N. G.: Come ho spiegato nei miei libri, in particolare in Volersi male, La logica dell’ansia e Grammatica dell’amore, è impossibile capire fino in fondo la psiche umana se non si parte dal dato che la base psichica dell’Io è il noi. Ossia: l’identità individuale esiste solo sullo sfondo di una identità sociale, di gruppo.
Ciascuno di noi è dominato e in parte “costituito” dalla volontà sociale. Questo è ciò che la Psicologia dialettica definisce come bisogno di integrazione sociale, o di appartenenza sociale, cui si contrappone lo sviluppo dell’identità autonoma. In ogni psicopatologia persiste la dominanza assoluta, per quanto nascosta, del noi sull’Io: il depresso teme l’opinione degli altri; l’ossessivo si conforma a regole vissute come oggettive; l’isterica sogna la dipendenza perfetta da un Altro (un amante ideale ecc.).

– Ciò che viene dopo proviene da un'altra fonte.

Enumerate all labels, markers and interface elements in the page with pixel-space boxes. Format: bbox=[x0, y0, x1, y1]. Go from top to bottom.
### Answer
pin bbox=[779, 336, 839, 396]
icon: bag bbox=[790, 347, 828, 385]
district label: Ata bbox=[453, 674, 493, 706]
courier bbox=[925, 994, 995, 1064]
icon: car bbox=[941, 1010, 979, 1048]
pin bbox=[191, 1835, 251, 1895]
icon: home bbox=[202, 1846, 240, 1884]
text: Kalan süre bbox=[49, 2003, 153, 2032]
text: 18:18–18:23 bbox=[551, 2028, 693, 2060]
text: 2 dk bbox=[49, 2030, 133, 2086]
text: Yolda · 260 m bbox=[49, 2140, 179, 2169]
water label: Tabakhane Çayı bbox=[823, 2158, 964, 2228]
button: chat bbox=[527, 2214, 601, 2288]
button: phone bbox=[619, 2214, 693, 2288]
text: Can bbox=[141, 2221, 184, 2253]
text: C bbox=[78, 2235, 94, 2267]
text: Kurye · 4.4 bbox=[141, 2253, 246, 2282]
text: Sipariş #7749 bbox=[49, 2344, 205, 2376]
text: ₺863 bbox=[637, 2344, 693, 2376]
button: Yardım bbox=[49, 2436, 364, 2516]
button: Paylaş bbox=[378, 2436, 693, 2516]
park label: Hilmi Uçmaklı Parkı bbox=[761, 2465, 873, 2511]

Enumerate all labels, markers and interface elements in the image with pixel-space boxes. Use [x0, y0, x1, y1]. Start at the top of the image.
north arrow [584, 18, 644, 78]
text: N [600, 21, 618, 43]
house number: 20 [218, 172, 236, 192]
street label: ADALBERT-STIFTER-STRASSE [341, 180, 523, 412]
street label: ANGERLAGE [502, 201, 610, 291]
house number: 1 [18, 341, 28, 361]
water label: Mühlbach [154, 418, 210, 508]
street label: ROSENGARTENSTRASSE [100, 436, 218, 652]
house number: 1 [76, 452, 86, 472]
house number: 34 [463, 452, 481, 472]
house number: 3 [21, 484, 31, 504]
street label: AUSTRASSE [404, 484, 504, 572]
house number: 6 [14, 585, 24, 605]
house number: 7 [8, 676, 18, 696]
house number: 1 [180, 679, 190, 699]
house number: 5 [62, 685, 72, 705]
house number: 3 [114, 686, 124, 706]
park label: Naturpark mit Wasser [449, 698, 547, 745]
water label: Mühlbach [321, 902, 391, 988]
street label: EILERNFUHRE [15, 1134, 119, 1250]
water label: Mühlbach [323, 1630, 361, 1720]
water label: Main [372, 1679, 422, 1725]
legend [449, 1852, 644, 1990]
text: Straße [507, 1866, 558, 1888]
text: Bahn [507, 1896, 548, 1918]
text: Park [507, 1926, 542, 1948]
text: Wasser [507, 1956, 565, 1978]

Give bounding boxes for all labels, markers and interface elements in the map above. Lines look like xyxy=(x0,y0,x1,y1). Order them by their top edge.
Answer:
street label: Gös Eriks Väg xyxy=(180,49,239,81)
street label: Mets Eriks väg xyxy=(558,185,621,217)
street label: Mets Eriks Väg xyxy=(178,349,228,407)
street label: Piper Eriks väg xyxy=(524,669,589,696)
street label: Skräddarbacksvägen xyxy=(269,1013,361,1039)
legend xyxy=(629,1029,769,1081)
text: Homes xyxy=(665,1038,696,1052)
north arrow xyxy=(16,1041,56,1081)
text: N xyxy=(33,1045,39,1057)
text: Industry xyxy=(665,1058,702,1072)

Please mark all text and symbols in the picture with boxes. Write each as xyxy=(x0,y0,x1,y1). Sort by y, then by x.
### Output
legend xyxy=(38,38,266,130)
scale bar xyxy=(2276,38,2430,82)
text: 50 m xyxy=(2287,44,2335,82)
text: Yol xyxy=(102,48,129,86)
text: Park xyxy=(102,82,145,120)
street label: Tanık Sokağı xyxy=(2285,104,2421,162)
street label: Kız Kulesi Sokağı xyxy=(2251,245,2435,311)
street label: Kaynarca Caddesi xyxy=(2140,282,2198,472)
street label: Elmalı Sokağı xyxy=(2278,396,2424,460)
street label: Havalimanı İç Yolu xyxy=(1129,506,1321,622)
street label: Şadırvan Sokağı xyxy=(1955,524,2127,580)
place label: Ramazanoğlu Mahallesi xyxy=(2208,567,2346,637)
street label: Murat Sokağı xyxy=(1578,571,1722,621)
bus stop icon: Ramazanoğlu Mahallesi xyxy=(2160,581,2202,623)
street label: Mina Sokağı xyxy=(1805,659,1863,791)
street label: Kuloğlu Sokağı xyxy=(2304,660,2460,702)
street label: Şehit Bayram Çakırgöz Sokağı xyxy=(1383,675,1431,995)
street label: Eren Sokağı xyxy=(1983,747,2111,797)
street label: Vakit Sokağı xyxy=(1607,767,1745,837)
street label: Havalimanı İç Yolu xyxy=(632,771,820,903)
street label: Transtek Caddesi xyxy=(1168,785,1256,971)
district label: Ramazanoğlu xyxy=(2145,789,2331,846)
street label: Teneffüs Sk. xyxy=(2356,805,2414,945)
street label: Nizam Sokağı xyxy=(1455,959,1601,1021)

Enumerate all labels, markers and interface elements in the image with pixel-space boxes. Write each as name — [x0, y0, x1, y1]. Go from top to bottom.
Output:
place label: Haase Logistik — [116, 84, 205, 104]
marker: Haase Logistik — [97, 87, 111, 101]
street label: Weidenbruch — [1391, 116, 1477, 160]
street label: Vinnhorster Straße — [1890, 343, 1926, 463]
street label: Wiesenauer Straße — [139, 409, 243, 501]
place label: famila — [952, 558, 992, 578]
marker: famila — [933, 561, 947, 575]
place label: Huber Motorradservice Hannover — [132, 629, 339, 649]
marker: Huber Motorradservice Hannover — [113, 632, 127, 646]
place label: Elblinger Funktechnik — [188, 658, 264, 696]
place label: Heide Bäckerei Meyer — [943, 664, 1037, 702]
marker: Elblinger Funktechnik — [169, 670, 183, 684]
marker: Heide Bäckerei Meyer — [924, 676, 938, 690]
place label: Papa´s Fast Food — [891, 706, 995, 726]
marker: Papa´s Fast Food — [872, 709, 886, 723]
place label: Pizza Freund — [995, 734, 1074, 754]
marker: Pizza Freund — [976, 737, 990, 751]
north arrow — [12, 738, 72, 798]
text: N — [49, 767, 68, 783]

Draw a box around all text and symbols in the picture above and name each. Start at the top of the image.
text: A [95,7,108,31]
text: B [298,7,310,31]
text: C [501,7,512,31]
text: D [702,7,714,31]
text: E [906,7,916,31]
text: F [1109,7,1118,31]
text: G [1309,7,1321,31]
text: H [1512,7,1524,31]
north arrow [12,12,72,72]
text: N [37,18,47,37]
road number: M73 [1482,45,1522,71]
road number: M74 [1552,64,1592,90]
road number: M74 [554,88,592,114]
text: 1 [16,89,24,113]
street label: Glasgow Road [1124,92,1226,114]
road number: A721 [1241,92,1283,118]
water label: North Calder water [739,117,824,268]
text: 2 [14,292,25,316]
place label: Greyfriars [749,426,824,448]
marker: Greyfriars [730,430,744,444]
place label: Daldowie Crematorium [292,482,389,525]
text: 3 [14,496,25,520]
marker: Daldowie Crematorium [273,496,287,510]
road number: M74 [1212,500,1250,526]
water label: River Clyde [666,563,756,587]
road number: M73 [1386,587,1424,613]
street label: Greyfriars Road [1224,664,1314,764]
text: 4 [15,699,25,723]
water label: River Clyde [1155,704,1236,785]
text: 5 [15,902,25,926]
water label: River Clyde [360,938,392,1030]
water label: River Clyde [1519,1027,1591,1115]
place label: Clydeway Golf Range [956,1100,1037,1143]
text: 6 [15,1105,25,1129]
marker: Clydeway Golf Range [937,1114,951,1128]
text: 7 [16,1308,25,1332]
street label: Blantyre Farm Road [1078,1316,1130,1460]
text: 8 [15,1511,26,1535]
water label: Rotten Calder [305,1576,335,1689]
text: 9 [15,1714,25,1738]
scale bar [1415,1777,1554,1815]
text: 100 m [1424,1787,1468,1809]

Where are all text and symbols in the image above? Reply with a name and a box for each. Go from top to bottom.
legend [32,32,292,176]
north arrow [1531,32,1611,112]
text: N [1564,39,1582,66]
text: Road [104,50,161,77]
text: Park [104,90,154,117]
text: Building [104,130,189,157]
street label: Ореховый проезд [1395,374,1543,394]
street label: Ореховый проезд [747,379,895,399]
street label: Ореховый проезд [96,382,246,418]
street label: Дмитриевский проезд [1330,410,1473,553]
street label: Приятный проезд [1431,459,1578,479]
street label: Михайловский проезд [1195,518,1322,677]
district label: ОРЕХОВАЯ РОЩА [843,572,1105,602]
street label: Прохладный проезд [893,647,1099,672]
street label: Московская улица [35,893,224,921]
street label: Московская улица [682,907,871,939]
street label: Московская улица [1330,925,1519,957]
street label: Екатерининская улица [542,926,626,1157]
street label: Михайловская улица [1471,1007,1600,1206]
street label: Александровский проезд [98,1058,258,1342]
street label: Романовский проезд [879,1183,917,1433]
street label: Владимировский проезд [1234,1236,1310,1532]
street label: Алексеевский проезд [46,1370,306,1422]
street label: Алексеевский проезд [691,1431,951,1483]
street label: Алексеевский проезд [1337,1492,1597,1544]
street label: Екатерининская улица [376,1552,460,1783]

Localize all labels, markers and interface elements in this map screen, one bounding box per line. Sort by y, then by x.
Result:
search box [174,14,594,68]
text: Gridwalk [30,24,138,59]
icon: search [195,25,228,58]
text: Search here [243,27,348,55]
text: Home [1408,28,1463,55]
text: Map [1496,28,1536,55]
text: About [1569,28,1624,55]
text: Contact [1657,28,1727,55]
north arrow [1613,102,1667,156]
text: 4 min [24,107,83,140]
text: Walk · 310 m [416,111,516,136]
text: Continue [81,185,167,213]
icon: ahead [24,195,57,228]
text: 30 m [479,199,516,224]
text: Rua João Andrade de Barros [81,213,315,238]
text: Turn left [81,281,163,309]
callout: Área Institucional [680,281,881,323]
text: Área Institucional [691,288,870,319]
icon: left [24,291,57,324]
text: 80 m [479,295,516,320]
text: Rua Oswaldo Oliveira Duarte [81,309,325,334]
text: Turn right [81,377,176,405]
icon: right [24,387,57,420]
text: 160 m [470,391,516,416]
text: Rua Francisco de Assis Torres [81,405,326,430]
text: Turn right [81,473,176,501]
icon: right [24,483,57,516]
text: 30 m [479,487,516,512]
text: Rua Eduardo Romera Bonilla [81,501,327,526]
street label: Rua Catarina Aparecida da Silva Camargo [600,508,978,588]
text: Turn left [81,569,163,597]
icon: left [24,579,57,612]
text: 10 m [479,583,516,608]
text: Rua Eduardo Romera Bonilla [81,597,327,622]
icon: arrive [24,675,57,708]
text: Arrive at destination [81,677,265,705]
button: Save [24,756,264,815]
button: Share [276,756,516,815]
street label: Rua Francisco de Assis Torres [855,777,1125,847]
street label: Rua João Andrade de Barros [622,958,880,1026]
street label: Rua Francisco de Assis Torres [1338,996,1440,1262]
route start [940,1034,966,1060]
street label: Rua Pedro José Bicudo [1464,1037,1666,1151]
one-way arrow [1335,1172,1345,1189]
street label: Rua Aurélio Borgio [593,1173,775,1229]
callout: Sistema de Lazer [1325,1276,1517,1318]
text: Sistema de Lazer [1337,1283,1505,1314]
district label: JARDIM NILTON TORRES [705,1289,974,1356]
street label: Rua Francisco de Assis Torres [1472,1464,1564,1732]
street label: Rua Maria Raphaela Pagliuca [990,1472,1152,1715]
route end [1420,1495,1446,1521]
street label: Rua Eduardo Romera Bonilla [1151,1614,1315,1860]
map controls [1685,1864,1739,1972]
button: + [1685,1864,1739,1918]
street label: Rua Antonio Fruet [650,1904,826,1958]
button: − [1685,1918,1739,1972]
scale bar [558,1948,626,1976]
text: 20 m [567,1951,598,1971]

Nella mitomania e nella megalomania l’individuo è come un bambino che deve sempre dimostrare a qualcuno che lui vale qualcosa. È schiavo dell’Altro, del noi. Nella mia impostazione teorica e nella mia pratica clinica, l’autonomia compiuta esclude la dominanza del giudizio sociale (del noi) all’interno dell’Io, quindi rende ciascuno libero di essere se stesso.
Solo a questo punto l’Io scopre la vera socialità, quella nella quale la relazione è impostata al livello minimo sulla cooperazione, e a quello massimo sulla perfetta reciprocità dell’amore.